(Stored data entries)
***

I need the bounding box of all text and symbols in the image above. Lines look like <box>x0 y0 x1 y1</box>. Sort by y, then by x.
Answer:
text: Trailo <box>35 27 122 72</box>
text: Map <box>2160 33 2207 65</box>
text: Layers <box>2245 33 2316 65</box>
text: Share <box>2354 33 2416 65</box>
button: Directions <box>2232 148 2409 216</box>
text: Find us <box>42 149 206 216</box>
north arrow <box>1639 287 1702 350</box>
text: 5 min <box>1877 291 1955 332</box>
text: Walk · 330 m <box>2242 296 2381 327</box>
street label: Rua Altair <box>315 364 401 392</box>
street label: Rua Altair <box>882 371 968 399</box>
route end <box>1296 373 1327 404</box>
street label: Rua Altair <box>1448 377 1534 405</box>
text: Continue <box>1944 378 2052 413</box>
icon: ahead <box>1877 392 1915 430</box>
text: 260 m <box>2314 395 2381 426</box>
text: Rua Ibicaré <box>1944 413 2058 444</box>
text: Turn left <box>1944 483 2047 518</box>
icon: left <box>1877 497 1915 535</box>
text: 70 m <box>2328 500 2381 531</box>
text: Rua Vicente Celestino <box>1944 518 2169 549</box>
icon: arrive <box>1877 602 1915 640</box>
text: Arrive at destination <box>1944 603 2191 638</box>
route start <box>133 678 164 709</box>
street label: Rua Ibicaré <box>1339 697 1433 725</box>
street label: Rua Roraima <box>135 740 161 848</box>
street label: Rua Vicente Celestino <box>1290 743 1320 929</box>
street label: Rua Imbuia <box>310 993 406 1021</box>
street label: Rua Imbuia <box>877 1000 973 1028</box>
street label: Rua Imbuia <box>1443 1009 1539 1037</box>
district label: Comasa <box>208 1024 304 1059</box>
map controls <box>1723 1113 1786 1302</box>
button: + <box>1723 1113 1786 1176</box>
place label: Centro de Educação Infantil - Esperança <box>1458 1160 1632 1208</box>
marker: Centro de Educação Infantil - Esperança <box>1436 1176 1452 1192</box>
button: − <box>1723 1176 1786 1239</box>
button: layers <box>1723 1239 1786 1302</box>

***

**WORK REQUEST**
Output every record above exactly as it was given.

**TASK RESPONSE**
I need the bounding box of all text and symbols in the image above. Lines look like <box>x0 y0 x1 y1</box>. Sort by y, then by x.
Answer:
text: Trailo <box>35 27 122 72</box>
text: Map <box>2160 33 2207 65</box>
text: Layers <box>2245 33 2316 65</box>
text: Share <box>2354 33 2416 65</box>
button: Directions <box>2232 148 2409 216</box>
text: Find us <box>42 149 206 216</box>
north arrow <box>1639 287 1702 350</box>
text: 5 min <box>1877 291 1955 332</box>
text: Walk · 330 m <box>2242 296 2381 327</box>
street label: Rua Altair <box>315 364 401 392</box>
street label: Rua Altair <box>882 371 968 399</box>
route end <box>1296 373 1327 404</box>
street label: Rua Altair <box>1448 377 1534 405</box>
text: Continue <box>1944 378 2052 413</box>
icon: ahead <box>1877 392 1915 430</box>
text: 260 m <box>2314 395 2381 426</box>
text: Rua Ibicaré <box>1944 413 2058 444</box>
text: Turn left <box>1944 483 2047 518</box>
icon: left <box>1877 497 1915 535</box>
text: 70 m <box>2328 500 2381 531</box>
text: Rua Vicente Celestino <box>1944 518 2169 549</box>
icon: arrive <box>1877 602 1915 640</box>
text: Arrive at destination <box>1944 603 2191 638</box>
route start <box>133 678 164 709</box>
street label: Rua Ibicaré <box>1339 697 1433 725</box>
street label: Rua Roraima <box>135 740 161 848</box>
street label: Rua Vicente Celestino <box>1290 743 1320 929</box>
street label: Rua Imbuia <box>310 993 406 1021</box>
street label: Rua Imbuia <box>877 1000 973 1028</box>
street label: Rua Imbuia <box>1443 1009 1539 1037</box>
district label: Comasa <box>208 1024 304 1059</box>
map controls <box>1723 1113 1786 1302</box>
button: + <box>1723 1113 1786 1176</box>
place label: Centro de Educação Infantil - Esperança <box>1458 1160 1632 1208</box>
marker: Centro de Educação Infantil - Esperança <box>1436 1176 1452 1192</box>
button: − <box>1723 1176 1786 1239</box>
button: layers <box>1723 1239 1786 1302</box>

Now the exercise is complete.